→ **Work to be completed**
Check each line below for the word "nowrap", and copy those that have it.

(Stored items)
# # # # #

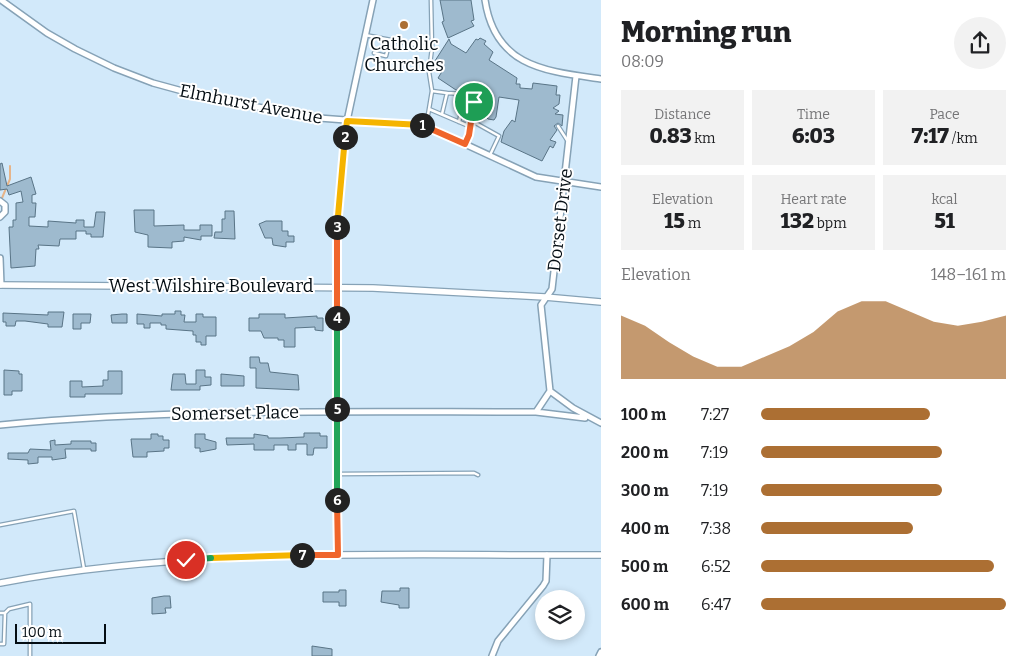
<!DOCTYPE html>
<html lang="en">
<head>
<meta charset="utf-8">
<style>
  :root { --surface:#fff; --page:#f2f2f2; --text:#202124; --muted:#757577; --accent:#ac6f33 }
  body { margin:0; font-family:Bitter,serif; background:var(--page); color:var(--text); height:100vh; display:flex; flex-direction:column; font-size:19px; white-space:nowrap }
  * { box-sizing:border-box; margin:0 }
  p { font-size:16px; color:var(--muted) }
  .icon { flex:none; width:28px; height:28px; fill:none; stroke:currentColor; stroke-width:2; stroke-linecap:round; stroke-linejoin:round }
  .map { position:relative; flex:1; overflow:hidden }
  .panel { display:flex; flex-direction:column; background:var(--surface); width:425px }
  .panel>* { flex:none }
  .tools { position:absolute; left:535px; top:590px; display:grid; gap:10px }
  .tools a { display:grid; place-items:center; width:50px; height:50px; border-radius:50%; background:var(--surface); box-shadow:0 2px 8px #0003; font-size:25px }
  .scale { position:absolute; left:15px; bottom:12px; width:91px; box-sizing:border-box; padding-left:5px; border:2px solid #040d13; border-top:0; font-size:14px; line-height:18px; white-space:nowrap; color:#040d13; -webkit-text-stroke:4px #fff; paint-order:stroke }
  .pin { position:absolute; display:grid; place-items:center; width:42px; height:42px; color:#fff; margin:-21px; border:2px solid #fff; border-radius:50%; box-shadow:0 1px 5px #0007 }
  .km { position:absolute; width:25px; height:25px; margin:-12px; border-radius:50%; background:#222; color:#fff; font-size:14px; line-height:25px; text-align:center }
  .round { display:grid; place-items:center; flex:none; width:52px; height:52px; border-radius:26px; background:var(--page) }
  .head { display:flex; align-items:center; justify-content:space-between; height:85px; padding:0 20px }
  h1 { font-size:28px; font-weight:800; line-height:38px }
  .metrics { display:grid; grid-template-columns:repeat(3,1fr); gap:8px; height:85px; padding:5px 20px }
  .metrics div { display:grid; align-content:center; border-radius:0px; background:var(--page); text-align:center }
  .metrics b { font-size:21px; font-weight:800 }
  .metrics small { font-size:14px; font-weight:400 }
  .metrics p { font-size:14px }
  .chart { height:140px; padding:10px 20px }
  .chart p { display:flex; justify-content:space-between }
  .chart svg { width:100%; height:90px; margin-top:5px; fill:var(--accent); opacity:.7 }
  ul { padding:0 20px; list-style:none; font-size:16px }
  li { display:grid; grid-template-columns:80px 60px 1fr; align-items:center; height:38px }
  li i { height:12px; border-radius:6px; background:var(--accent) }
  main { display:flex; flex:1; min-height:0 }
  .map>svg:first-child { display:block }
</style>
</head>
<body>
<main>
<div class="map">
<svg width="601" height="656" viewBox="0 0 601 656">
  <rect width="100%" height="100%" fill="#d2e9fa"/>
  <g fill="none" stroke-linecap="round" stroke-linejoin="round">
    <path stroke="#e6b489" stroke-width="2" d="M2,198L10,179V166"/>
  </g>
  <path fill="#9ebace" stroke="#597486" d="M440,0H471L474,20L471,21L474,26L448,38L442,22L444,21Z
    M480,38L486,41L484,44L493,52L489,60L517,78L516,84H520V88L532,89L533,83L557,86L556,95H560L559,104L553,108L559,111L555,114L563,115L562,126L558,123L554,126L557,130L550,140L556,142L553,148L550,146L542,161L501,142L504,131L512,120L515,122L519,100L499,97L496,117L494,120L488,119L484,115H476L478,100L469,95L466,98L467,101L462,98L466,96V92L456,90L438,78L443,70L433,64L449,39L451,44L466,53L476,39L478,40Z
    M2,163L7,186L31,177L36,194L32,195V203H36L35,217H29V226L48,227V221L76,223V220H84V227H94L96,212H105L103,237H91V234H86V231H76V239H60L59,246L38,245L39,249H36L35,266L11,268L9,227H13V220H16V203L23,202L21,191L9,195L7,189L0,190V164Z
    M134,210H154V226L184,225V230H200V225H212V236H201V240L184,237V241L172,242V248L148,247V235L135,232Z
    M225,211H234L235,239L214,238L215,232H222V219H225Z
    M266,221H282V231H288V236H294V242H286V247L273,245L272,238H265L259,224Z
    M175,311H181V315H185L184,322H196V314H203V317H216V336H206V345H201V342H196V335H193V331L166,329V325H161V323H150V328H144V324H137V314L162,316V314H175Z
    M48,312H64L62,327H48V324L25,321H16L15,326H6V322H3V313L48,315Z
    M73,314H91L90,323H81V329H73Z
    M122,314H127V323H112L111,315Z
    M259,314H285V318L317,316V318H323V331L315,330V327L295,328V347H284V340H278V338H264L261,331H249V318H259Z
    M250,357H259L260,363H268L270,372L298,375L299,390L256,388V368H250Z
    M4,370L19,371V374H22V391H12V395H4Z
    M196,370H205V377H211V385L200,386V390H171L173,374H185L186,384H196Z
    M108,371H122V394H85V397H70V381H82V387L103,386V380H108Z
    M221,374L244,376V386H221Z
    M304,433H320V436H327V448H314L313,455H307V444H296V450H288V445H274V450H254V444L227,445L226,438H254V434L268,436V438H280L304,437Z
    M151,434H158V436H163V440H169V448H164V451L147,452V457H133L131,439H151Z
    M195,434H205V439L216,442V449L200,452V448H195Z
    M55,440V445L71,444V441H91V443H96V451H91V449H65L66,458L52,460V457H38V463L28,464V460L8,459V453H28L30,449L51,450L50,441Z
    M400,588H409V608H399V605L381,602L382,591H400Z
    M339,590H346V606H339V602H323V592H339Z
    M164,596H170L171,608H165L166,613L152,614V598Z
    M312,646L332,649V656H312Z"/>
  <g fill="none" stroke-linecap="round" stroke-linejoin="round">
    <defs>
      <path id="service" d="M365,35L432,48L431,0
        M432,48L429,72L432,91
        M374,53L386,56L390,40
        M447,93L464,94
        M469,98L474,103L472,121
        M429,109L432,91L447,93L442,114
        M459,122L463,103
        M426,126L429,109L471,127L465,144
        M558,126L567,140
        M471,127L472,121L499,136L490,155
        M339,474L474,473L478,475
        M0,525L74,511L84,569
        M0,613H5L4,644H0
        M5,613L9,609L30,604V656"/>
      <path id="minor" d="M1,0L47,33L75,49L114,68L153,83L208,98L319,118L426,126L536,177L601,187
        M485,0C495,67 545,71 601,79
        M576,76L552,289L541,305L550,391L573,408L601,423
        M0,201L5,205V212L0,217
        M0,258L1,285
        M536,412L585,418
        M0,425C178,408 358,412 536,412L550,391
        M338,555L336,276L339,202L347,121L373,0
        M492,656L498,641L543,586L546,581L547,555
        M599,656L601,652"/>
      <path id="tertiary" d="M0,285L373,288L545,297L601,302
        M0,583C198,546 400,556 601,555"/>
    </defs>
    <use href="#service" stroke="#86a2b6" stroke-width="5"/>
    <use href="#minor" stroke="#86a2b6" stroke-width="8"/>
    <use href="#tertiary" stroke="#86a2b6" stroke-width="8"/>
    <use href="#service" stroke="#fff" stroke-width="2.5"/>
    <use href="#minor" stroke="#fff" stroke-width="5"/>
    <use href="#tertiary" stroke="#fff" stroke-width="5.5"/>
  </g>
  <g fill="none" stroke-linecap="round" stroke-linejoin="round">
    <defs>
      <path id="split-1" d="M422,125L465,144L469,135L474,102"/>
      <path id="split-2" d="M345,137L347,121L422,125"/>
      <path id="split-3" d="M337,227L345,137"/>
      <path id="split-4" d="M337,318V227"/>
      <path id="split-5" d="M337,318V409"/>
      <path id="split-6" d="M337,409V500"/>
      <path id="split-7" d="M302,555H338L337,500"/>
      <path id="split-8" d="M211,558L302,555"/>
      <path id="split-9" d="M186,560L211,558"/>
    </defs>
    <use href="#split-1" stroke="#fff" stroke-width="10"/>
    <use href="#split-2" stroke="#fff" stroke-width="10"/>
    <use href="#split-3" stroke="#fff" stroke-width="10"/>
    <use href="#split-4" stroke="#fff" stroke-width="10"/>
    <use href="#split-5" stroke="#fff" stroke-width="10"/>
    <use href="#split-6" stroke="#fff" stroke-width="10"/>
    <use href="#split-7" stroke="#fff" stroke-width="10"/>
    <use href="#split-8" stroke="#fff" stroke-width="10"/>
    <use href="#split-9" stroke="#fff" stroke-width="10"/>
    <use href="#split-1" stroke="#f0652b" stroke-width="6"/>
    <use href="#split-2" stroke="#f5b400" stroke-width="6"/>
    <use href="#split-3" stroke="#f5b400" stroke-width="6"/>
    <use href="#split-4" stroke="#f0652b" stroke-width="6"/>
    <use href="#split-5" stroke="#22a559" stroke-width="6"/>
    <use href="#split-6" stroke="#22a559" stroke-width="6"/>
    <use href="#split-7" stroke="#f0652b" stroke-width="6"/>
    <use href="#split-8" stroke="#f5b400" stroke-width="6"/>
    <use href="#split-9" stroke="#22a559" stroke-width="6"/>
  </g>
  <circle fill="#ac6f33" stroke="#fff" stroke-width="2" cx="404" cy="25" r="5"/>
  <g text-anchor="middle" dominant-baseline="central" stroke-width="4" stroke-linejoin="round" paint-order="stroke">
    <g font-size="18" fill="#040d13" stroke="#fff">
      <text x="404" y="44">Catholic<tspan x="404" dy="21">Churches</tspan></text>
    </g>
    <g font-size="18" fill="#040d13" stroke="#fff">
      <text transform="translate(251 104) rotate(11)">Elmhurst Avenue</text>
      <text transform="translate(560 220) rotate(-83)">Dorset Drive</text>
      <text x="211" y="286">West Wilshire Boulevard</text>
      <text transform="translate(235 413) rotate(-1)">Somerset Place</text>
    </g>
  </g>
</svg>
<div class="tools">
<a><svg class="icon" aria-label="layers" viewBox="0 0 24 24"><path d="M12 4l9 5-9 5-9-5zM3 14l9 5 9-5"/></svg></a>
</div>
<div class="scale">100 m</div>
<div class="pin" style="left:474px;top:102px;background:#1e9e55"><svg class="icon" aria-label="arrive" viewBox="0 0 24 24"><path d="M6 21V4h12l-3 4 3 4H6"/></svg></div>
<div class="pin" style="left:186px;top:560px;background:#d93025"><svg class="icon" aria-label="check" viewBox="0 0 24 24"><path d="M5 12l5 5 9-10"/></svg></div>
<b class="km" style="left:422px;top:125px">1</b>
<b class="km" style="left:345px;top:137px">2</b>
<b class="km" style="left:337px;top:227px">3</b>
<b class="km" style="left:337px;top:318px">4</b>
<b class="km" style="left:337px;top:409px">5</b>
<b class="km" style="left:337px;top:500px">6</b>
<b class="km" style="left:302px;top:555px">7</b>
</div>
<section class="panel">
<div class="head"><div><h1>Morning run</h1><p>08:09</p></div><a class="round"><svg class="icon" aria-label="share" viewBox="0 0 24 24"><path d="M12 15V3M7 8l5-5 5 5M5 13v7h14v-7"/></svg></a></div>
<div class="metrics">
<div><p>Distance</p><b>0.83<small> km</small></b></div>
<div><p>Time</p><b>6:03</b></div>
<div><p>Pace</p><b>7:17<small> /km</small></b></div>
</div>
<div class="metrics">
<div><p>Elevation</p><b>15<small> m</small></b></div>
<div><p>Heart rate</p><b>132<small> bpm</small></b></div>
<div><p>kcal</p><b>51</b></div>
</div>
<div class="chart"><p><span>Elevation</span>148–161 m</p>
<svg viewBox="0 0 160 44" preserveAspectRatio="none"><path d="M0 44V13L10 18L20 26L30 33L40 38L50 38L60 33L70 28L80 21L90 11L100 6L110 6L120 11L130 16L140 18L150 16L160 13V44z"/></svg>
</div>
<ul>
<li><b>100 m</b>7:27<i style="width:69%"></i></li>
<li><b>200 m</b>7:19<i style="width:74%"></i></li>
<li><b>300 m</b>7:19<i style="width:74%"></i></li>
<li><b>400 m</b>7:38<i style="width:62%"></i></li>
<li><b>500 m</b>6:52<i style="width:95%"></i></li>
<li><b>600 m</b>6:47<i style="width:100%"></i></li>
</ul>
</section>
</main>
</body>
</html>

# # # # #

→ **Written solution**
  body { margin:0; font-family:Bitter,serif; background:var(--page); color:var(--text); height:100vh; display:flex; flex-direction:column; font-size:19px; white-space:nowrap }
  .scale { position:absolute; left:15px; bottom:12px; width:91px; box-sizing:border-box; padding-left:5px; border:2px solid #040d13; border-top:0; font-size:14px; line-height:18px; white-space:nowrap; color:#040d13; -webkit-text-stroke:4px #fff; paint-order:stroke }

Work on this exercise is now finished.